Plan for I-10 bridge across Mobile River resurrected
MOBILE, Ala. (AP) — Officials on the Alabama coast have resurrected a plan to build a massive Interstate 10 bridge across the Mobile River and expand the highway across Mobile Bay, voting Wednesday to push the project ahead without the large tolls that doomed the plan two years ago.
Toll prices would be limited to $2.50, down from as much as $6 under the previous plan, and a free route across the heavily traveled northern end of Mobile Bay would still be available through Wallace Tunnel and existing roads, news outlets reported.
Officials in both Mobile and Baldwin County approved a framework for the project, which they said is vital to easing congestion and improving safety along the heavily traveled east-west route linking Jacksonville, Florida, with Los Angeles.
“It is truly a historic and happy day not only for the region but the nation,” said Jack Burrell, a member of the regional planning organizations, told a news conference.
Instead of work lasting 25 years or longer, the new plan would reduce the construction period to about five years.
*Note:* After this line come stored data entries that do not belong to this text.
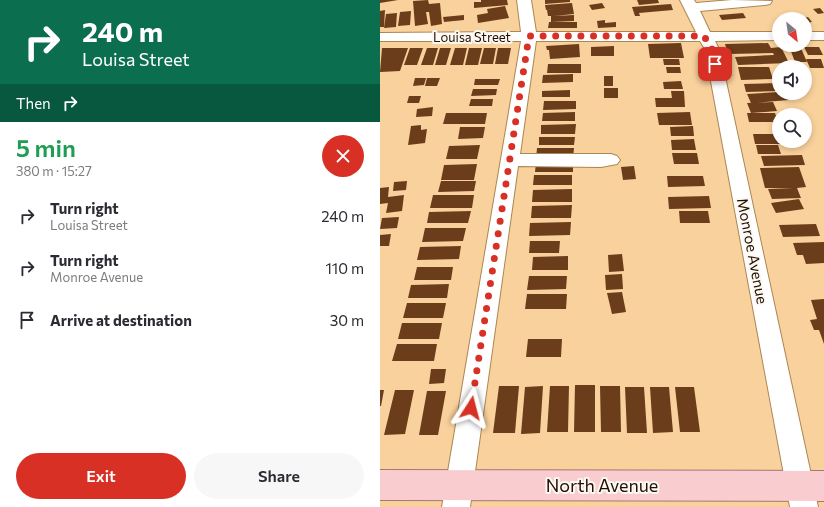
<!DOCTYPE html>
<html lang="en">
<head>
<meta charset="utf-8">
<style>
  body { margin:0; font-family:Commissioner,sans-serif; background:#f7f7f7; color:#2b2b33; height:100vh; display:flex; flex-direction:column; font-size:15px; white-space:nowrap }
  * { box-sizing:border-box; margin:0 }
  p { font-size:13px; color:#7c7c81 }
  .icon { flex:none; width:22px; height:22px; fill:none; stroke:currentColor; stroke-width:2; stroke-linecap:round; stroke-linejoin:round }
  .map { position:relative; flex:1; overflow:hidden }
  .drawer { display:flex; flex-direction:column; background:#fff; width:380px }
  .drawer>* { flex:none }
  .hud { background:#0b6e4f; color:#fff; overflow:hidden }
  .needle { width:26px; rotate:151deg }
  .fabs { position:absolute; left:392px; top:12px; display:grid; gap:8px }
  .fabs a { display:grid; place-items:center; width:40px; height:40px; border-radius:50%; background:#fff; box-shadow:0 2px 6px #0003; font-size:20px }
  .pin { position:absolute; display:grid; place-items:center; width:34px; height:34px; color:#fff; margin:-17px; border-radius:8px; box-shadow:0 2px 6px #0006 }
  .me { position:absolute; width:44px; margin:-22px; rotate:9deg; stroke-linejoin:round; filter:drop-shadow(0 0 3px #0008) }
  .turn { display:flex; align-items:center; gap:14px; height:84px; padding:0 16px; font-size:18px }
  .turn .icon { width:52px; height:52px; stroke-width:2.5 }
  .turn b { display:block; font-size:28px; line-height:34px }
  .then { display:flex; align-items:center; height:38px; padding:0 16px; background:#0003; gap:8px; font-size:15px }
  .round { display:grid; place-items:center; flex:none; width:42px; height:42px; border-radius:21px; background:#f7f7f7 }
  .overview { display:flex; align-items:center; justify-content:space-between; height:68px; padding:0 16px }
  h1 { font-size:24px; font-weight:600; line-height:30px; color:#1e9e55 }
  .action { display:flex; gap:8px; margin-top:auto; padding:8px 16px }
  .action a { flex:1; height:46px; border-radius:24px; background:#d93025; color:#fff; font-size:16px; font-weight:600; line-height:46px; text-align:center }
  .action a+a { background:#f7f7f7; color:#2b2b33 }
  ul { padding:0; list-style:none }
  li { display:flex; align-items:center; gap:12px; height:52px; padding:0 16px }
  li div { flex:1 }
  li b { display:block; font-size:15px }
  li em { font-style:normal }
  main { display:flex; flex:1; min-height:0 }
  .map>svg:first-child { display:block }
  .building { fill:#6c3d1a }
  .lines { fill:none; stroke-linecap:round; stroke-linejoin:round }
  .minor-casing { stroke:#ab8653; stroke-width:2 }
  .major-casing { stroke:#aa7572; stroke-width:2 }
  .minor { fill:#fff; fill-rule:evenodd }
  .major { fill:#f9cdd0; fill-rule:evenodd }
  .route { stroke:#d93025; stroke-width:7; stroke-dasharray:0 12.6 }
  .labels { text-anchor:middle; stroke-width:4; stroke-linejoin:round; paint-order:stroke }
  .far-street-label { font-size:13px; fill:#201200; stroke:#fdf8f3 }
  .street-label { font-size:15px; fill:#201200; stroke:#fdf8f3 }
  .near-street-label { font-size:18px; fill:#201200; stroke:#fdf8f3 }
</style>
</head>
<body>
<main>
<section class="drawer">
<div class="hud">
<div class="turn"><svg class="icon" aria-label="right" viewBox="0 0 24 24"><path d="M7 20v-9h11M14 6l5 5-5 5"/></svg><div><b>240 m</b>Louisa Street</div></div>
<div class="then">Then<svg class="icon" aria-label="right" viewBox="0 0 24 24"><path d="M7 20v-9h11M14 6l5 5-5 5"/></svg></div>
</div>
<div class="overview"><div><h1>5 min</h1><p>380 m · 15:27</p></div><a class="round" style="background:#d93025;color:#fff"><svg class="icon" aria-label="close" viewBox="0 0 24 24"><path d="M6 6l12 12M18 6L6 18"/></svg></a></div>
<ul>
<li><svg class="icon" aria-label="right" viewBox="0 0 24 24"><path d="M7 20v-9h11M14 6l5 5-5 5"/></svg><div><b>Turn right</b><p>Louisa Street</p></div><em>240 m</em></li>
<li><svg class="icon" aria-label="right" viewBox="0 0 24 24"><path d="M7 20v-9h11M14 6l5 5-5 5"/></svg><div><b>Turn right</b><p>Monroe Avenue</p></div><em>110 m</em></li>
<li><svg class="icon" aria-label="arrive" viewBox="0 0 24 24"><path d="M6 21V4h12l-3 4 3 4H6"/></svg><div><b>Arrive at destination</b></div><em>30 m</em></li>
</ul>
<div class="action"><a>Exit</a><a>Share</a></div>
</section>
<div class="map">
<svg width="444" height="507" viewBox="0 0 444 507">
  <rect width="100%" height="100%" fill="#f9d19c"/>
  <path class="building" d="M0,0h18l-18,3z
    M48,0l1,4 11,-1 2,21 -11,2 -2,-14h-3l2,12 -13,2 -2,-25z
    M101,0h26l1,5 -34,3v-6h7z
    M165,0h25v2l-25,2z
    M257,0h21l1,3 -20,2z
    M192,3l2,11 -20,2 20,-1v6l-23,1v-6h-3l-1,-6 13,-1 -14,1 -1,-5z
    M222,3l3,5 -13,2 -3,-5z
    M291,4l2,6 -34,3 1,3h-5l-3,-9z
    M125,6l4,12 -31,5 -1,-8 11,-2 -1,-4z
    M440,8l4,5 -6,1 -5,-5z
    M5,10l-1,17h-4v-16z
    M31,11l-1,14 -12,1 2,-14z
    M17,13l-1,14 -12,1 2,-14z
    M363,13l3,5 -24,2 -3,-5z
    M84,15v5l-20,2 -1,-5z
    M428,17l4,5 -7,1v-4h-6z
    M225,20v3l11,-1v5l-18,1 -1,-7z
    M169,22h28v6h-29z
    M301,43l3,15h-34l-2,-14z
    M388,43l3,5 10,-1 8,16 -51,2 -3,-8 39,-2 -1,-2 -45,1 -3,-10z
    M199,44l1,13 -30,2 -1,-9h-2l-1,-4z
    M234,46v10h-23v-9z
    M409,46h11l7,16h-12z
    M424,47h15l4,8h-15z
    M2,48h26l-8,23 -20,1z
    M30,48h13l-6,17h-13z
    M47,48h11l-5,17h-12z
    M60,48h11l-5,17h-11z
    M75,48h12l-4,17h-13z
    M89,48h13l-4,17h-13z
    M104,48h12l-3,16h-13z
    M118,48h13l-3,16h-13z
    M283,59h16l1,6h-16z
    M426,59h15l3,9h-14z
    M168,64h33v9h-34z
    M286,67h14l1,6h-14z
    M358,67h31l4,12 -32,1z
    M193,74v8l-31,1 1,-8z
    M224,76h9v10h-9z
    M35,78h11l-2,7 -11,1z
    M47,78h13l-3,8h-12z
    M95,79h25l-2,6h-24z
    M301,81l2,8h-19l-1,-7z
    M397,83l2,8 -33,1 -2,-8z
    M224,88h14v10h-14z
    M93,89h24l-1,6 -25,1z
    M190,90v7h-28v-6z
    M291,91h13l1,16h-29l-1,-9h17z
    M399,92v1h7l3,7 -38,3 -4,-9z
    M29,96h12l-2,7h-12z
    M91,99h22l-1,7h-23z
    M164,101h32v8l-33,1z
    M393,102l4,9 -26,2 -4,-10z
    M53,107l-1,9 -16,1 1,-8z
    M195,112v9h-33l1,-8z
    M310,112l2,13h-33l-2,-12z
    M66,113h41l-2,11h-42z
    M367,113h28l3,9h-29z
    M196,124l-1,10h-34v-9z
    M41,125v5l6,-1 -2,14 -17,2 3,-19z
    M313,126l1,10h-23l-1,-9z
    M80,127h25l-2,11 -25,1z
    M373,134h26v7h7l1,3h-32z
    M159,137h36l-1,8h-35z
    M314,139l2,11h-24l-1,-10z
    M100,145l-3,14h-31l3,-13z
    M376,145h22l3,9h-23z
    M157,148h37l-1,10 -37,1z
    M292,153h25l2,11h-25z
    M422,155l3,10 -41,1 -3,-10z
    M193,161v11h-38l1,-10z
    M97,164l-3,16h-33l3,-15z
    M254,166l2,13 -13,1 -2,-13z
    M419,167l7,20 -9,1 4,10 -29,1 -4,-10 25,-1h-28l-5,-20z
    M154,175h38v10h-39z
    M287,176h36l2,10 -37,1z
    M27,181l-1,9 -13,1 1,-9z
    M61,181h35l-2,10 -36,1z
    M9,187l-1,10 16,-2 -2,16 -16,2 2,-10 -8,1v-16z
    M192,189v13h-40l1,-12z
    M53,195h41l-2,13h-42z
    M329,196l2,12 -42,1 -1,-12z
    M419,199l5,10 -28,4 -5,-10z
    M192,205l-1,13h-40l1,-12z
    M91,211l-3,12h-41l2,-11z
    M299,211h29l2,12h-30z
    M19,217l-2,11 -17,1 2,-11z
    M191,222l-1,13 -41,1 1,-13z
    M436,224l4,12 -37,1 -4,-12z
    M45,228h41l-3,13 -41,1z
    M11,234l-2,12h-9v-11z
    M150,241h30l-1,12h-30z
    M444,242v21l-18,1 -3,-9h-6l-4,-12z
    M81,246l-2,13 -42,1 3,-13z
    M242,254l2,17 -15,1 -1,-17z
    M188,256v14h-36l1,-13z
    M37,267h36l-2,13h-37z
    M242,274l1,15 -17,1 -1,-15z
    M149,276h38l-1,13 -39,1z
    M69,284l-2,14h-39l3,-13z
    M242,292l4,20 -14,2 -5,-21z
    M147,294h40l-1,15h-41z
    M444,299v45l-5,-14h-5l-4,-10 7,-1 -6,-19z
    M27,303h39l-3,15h-40z
    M22,323h40l-3,16h-41z
    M148,339h34l-1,18h-35z
    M17,344h40l-3,17h-42z
    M51,369h15l-2,14 -15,1z
    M195,385h20v47h-21z
    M119,386h20l-4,47h-22z
    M163,386l-3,47 -19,1 4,-47z
    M170,386h19l-1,46h-21z
    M220,386h20l1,46h-20z
    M245,387h19l3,46h-20z
    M270,387h19l4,45 -20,1z
    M295,387h19l6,45h-20z
    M0,390h4l-3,16h-1z
    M15,390h19l-9,44 -21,1z
    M47,391h19l-8,44h-19z"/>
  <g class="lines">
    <defs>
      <path id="minor" d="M137,0h14l5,32h160l-16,-32h14l2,3 36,-3 40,1 -2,3 -5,1 -65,6 10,21h69v8l-64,1 4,8 99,458h-28l-85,-458 -5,-8h-164l-16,113h91l6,2 3,4 -3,4 -16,3 -83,-1 -48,341h-28l79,-466h-141v-8l141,-1z
        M425,32h19v8h-19z"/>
      <path id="major" d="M0,470l444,1v30l-444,-1z"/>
    </defs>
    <use href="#minor" class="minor-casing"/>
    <use href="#major" class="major-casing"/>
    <use href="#minor" class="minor"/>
    <use href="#major" class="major"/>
  </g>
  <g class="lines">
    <path class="route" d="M91,408l58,-372h175l8,13 3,15"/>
  </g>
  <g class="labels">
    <g class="far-street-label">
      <text x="92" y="42">Louisa Street</text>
    </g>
    <g class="street-label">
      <text transform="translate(372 251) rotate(79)" y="5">Monroe Avenue</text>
    </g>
    <g class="near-street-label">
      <text x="222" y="492">North Avenue</text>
    </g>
  </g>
</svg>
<div class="fabs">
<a><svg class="needle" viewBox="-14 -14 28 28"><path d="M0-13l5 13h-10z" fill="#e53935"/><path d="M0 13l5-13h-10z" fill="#7c7c81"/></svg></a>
<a><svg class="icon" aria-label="sound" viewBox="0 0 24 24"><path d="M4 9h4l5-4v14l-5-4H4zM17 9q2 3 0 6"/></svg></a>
<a><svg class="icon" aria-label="search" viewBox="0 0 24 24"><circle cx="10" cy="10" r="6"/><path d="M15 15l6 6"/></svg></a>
</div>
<div class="pin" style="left:335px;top:64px;background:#d93025"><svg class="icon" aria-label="arrive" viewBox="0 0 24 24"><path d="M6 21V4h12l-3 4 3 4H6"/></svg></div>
<svg class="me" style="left:91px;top:408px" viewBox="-20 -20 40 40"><path d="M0-17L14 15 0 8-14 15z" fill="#d93025" stroke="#fff" stroke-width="4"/></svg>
</div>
</main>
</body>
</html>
Mobile Mayor Sandy Stimpson said there was a sense of urgency because the state risks losing a $125 million federal grant that is set to expire in September if the project is not in the pipeline. In addition to that money, the state has pledged $250 million. A $300 million federal loan would be repaid with toll revenues.
Toll opponents who killed the project in 2019 said they remain opposed to any toll, even a reduced one, but state officials have said that tolls were the only way to fund the project.
Under the plan, tolls would be charged only on the new bridge over the Mobile River and a newly constructed and elevated Bayway that would extend 7.5 miles (12.07 kilometers) from Mobile to U.S. 98 in Daphne.